Bitcoin (BTC) experienced a notable 10% price swing in the past day, primarily triggered by President Donald Trump’s recent “Strategic Bitcoin Reserve” initiative and mounting inflation worries. As long-term holders offload their assets, BTC struggles to sustain levels above $92,000, compounded by a $134 million withdrawal from ETFs. Analysts are now suggesting that Bitcoin may dip down to the $82,000 mark due to persisting economic uncertainties.
Why Are Long-term Holders Selling BTC?
The drop in Bitcoin to $84,600 is closely linked to heightened selling pressure from long-term investors. Santiment’s data reveals a striking 450% increase in the BTC Age Consumed metric, which tracks how long Bitcoin has remained dormant, reaching an unprecedented 15.9 billion. This trend indicates a significant shift toward selling among those who typically hold onto their investments.
What’s Next for Bitcoin Prices?
Currently, Bitcoin is trading between a support benchmark of $78,258 and a resistance level of $99,475, as per the Donchian Channel indicator. Although there has been a daily volume uptick supporting a rise from $84,600, the momentum required to break through the $92,000 barrier is still lacking.

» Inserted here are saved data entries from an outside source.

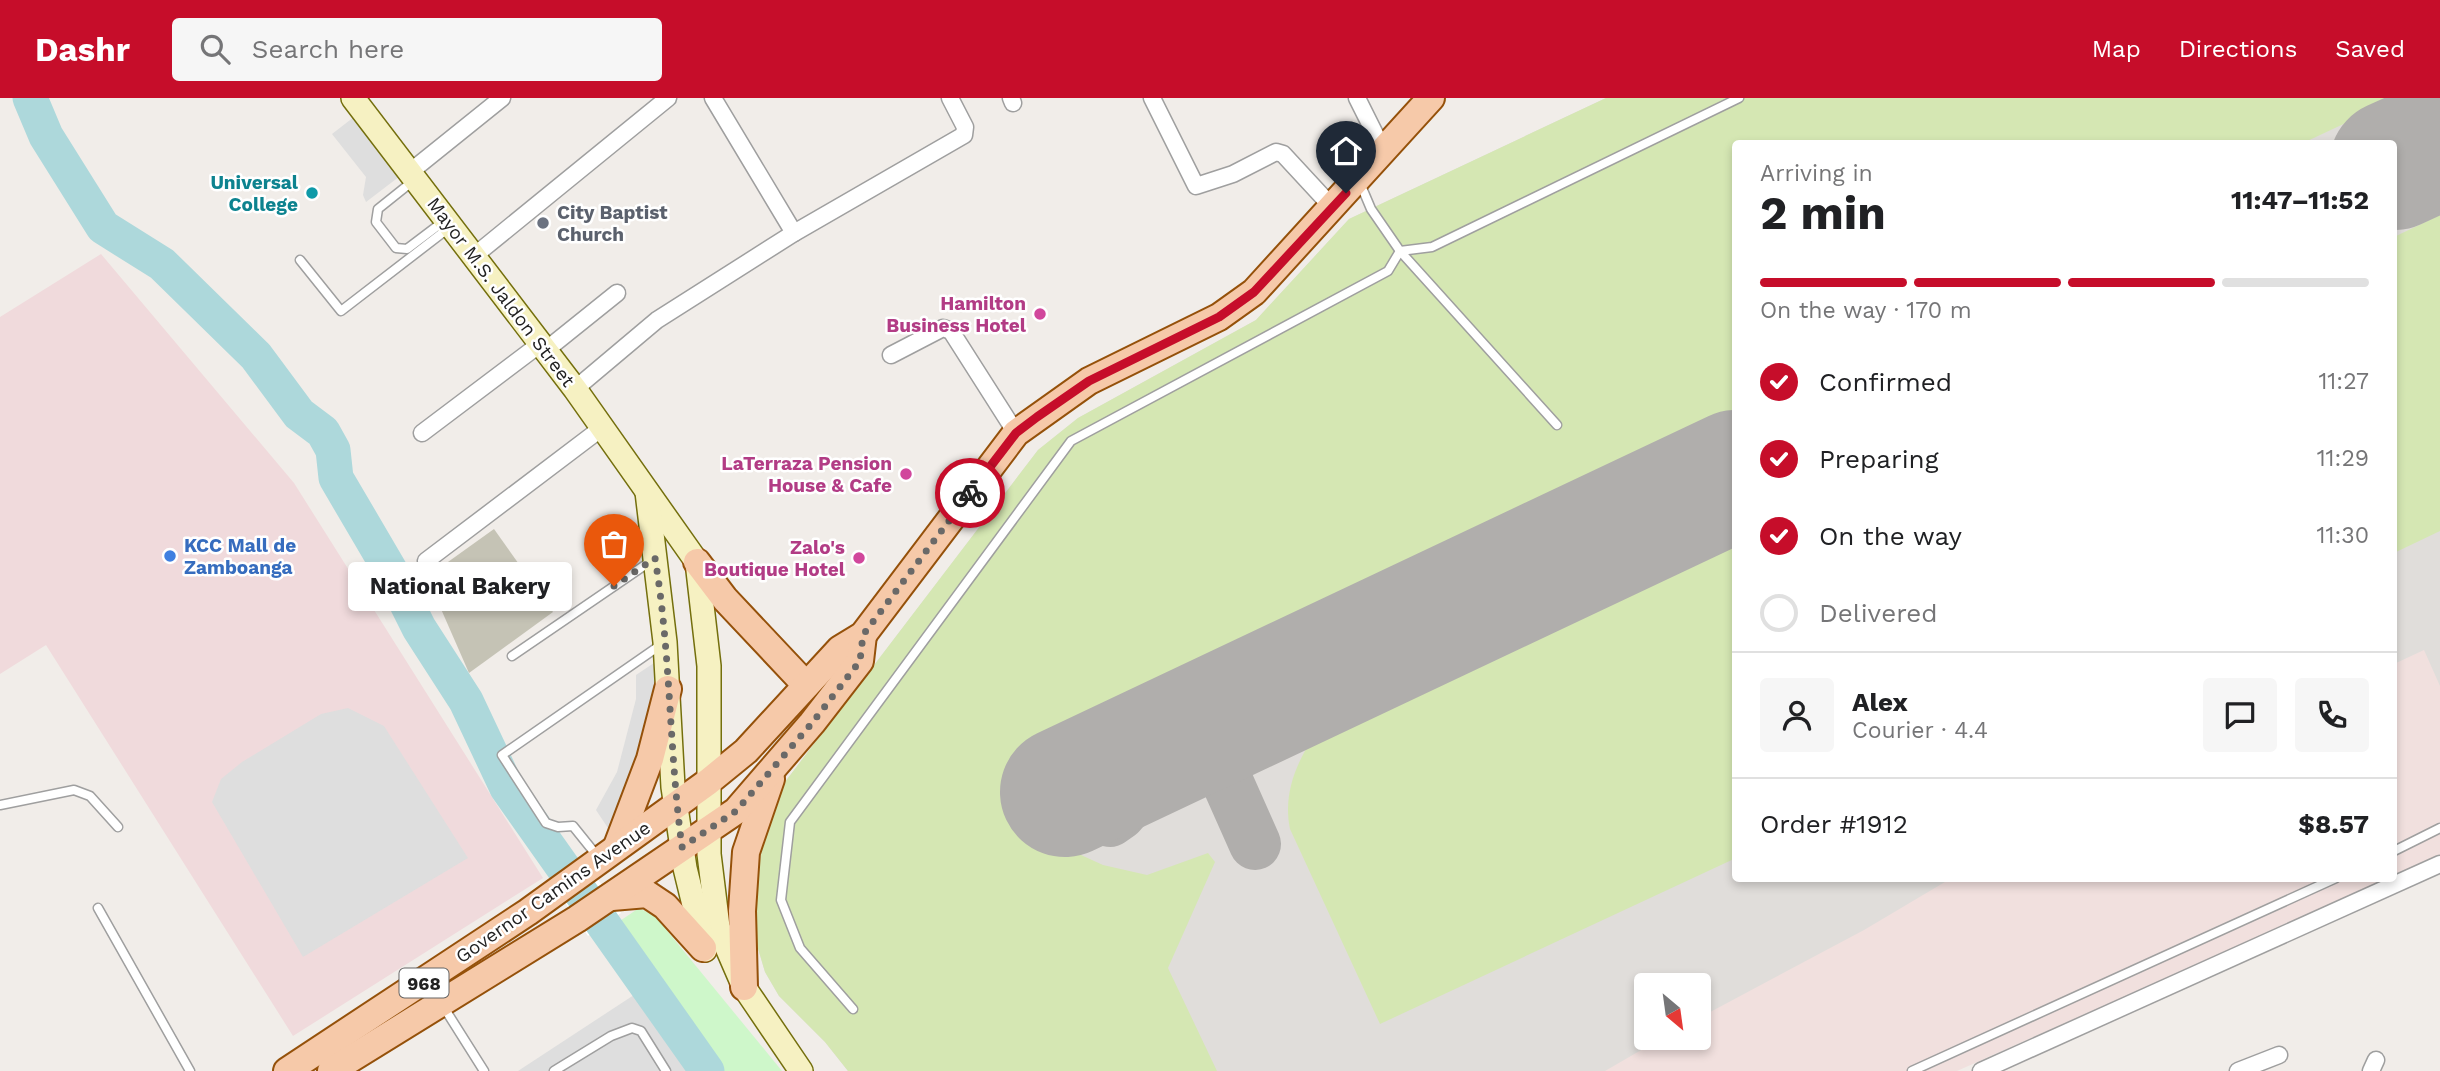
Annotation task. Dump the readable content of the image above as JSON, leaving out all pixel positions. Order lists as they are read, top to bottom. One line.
{"streets":{"main road":["Mayor M.S. Jaldon Street","Governor Camins Avenue","968"]},"crossings":[["Mayor M.S. Jaldon Street","Governor Camins Avenue"]],"places":["Universal College","City Baptist Church","Hamilton Business Hotel","LaTerraza Pension House & Cafe","KCC Mall de Zamboanga","Zalo's Boutique Hotel","National Bakery"],"north":"bottom right","page":{"header":"Dashr","search":"Search here","nav":["Map","Directions","Saved"],"heading":["2 min","Arriving in","11:47–11:52"],"panel":["Alex","Courier · 4.4","Order #1912","$8.57"],"bar":"On the way · 170 m","list":[["Confirmed","11:27"],["Preparing","11:29"],["On the way","11:30"],"Delivered"],"bubble":"National Bakery"}}
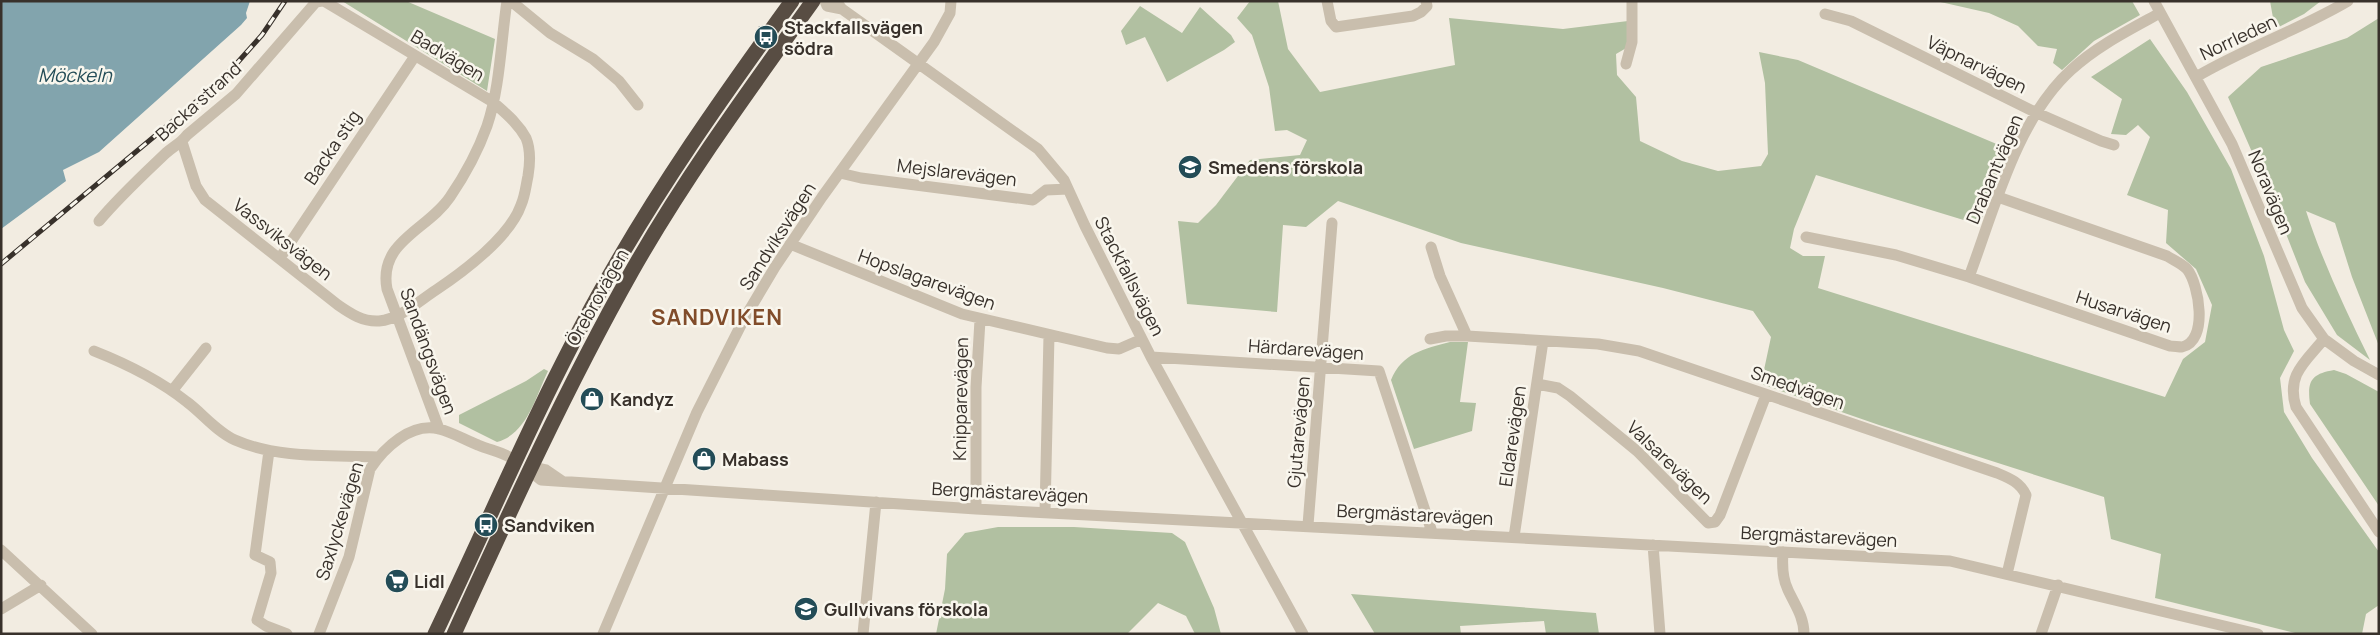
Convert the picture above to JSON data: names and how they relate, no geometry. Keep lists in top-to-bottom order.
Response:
{
  "streets": {
    "highway": ["Örebrovägen"],
    "street": [
      "Norrleden",
      "Badvägen",
      "Väpnarvägen",
      "Backa strand",
      "Backa stig",
      "Drabantvägen",
      "Mejslarevägen",
      "Noravägen",
      "Sandviksvägen",
      "Vassviksvägen",
      "Stackfallsvägen",
      "Hopslagarevägen",
      "Husarvägen",
      "Härdarevägen",
      "Sandängsvägen",
      "Smedvägen",
      "Knipparevägen",
      "Gjutarevägen",
      "Eldarevägen",
      "Valsarevägen",
      "Bergmästarevägen",
      "Saxlyckevägen"
    ]
  },
  "crossings": [
    ["Norrleden", "Noravägen"],
    ["Badvägen", "Backa strand"],
    ["Badvägen", "Backa stig"],
    ["Badvägen", "Vassviksvägen"],
    ["Badvägen", "Sandängsvägen"],
    ["Väpnarvägen", "Drabantvägen"],
    ["Backa strand", "Vassviksvägen"],
    ["Backa stig", "Vassviksvägen"],
    ["Drabantvägen", "Noravägen"],
    ["Drabantvägen", "Husarvägen"],
    ["Mejslarevägen", "Sandviksvägen"],
    ["Mejslarevägen", "Stackfallsvägen"],
    ["Sandviksvägen", "Stackfallsvägen"],
    ["Sandviksvägen", "Hopslagarevägen"],
    ["Sandviksvägen", "Bergmästarevägen"],
    ["Vassviksvägen", "Sandängsvägen"],
    ["Stackfallsvägen", "Hopslagarevägen"],
    ["Stackfallsvägen", "Härdarevägen"],
    ["Stackfallsvägen", "Bergmästarevägen"],
    ["Hopslagarevägen", "Knipparevägen"],
    ["Örebrovägen", "Sandängsvägen"],
    ["Örebrovägen", "Bergmästarevägen"],
    ["Härdarevägen", "Gjutarevägen"],
    ["Härdarevägen", "Bergmästarevägen"],
    ["Sandängsvägen", "Saxlyckevägen"],
    ["Smedvägen", "Eldarevägen"],
    ["Smedvägen", "Valsarevägen"],
    ["Smedvägen", "Bergmästarevägen"],
    ["Knipparevägen", "Bergmästarevägen"],
    ["Gjutarevägen", "Bergmästarevägen"],
    ["Eldarevägen", "Valsarevägen"],
    ["Eldarevägen", "Bergmästarevägen"]
  ],
  "districts": ["SANDVIKEN"],
  "water": ["Möckeln"],
  "places": {
    "bus stop": ["Stackfallsvägen södra", "Sandviken"],
    "school or university": ["Smedens förskola", "Gullvivans förskola"],
    "shop": ["Kandyz", "Mabass"],
    "supermarket": ["Lidl"]
  }
}
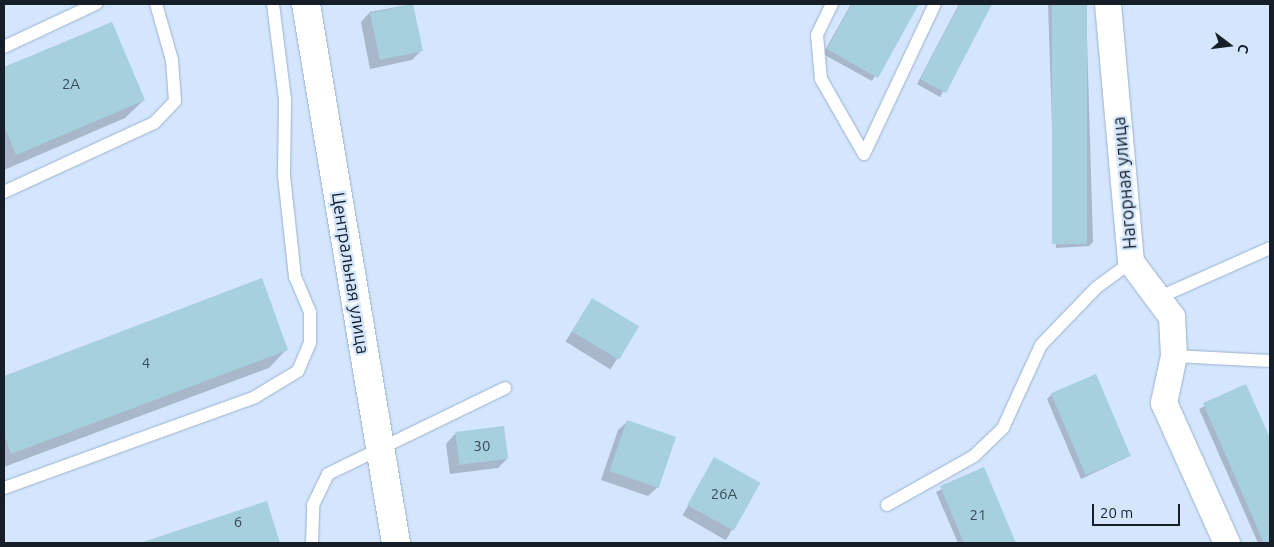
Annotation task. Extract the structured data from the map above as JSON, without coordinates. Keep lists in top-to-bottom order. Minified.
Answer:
{"streets":{"street":["Нагорная улица","Центральная улица"]},"house_numbers":["2А","4","30","26А","21","6"],"scale_bar":"20 m","north":"right"}
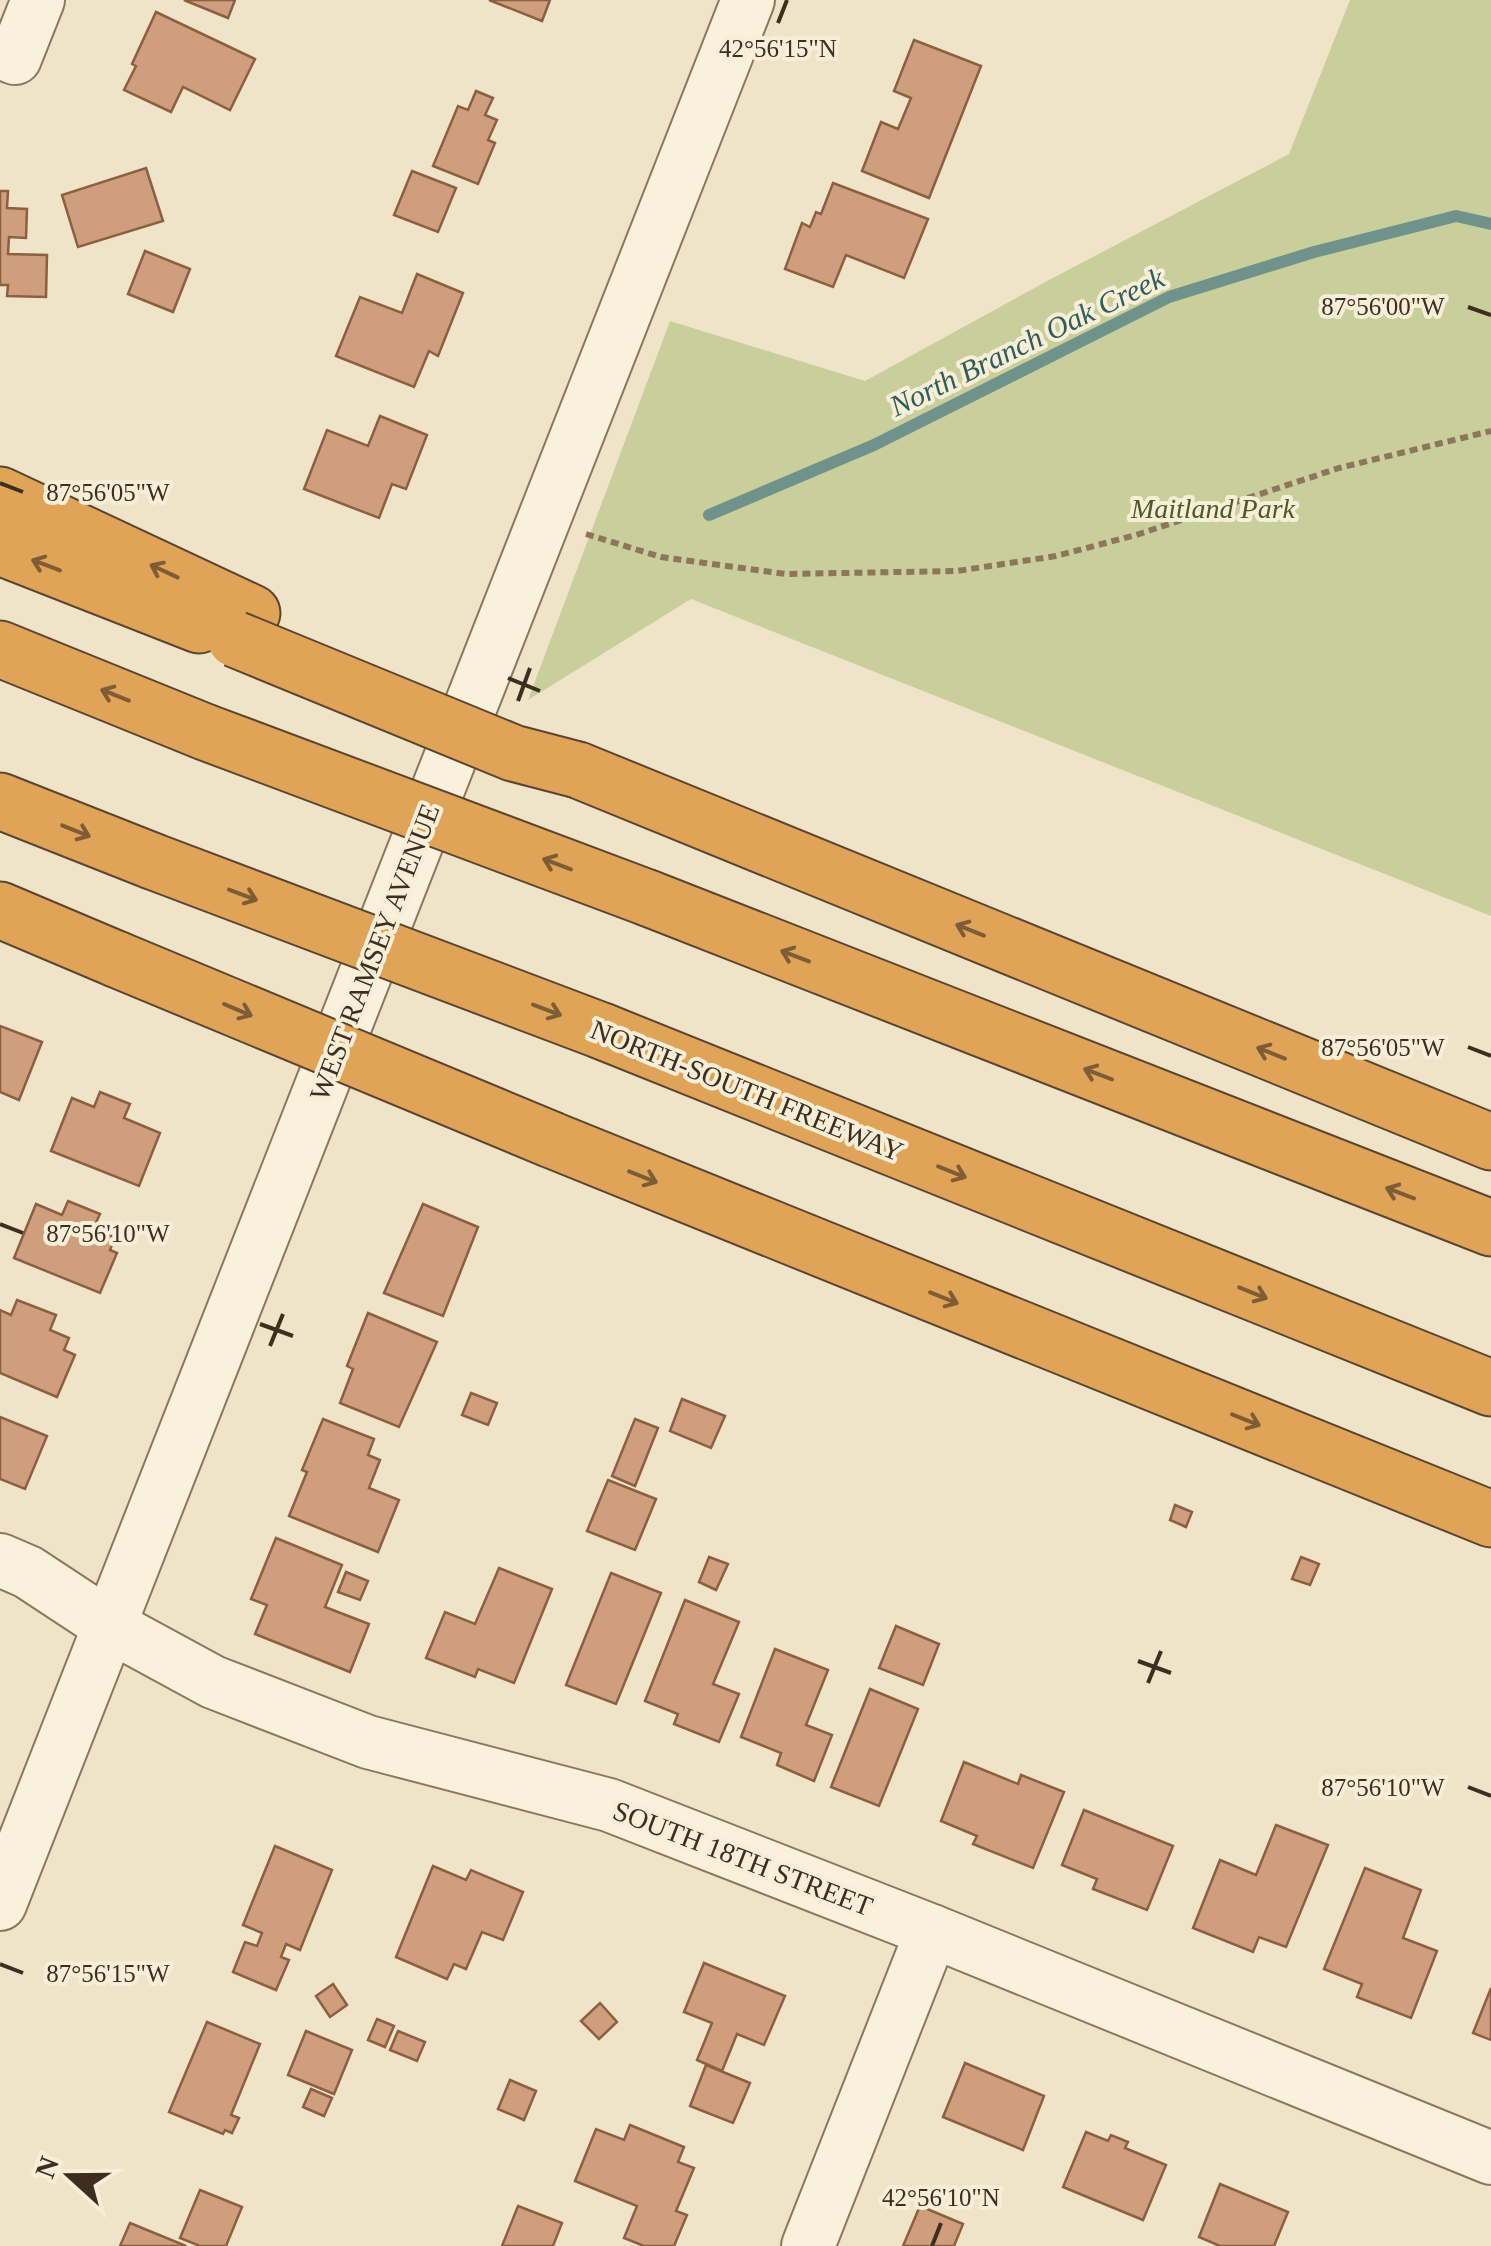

- Long-term selling pressure is evident as noted by rising BTC Age Consumed statistics.
- Trump’s tax announcements and inflation fears are prompting profit-taking among investors.
- Future price movements depend on upcoming inflation data and market sentiment.
Market observations indicate that Bitcoin could test the $87,000 range soon. However, the Average Daily Range (ADR) remains at a modest 1.25, and an estimated $382 million in long positions in the futures market acts as a barrier to upward momentum. Experts warn that for a new upward rally to begin, daily candle closures exceeding $91,200 must occur, highlighting the importance of monitoring inflation reports closely.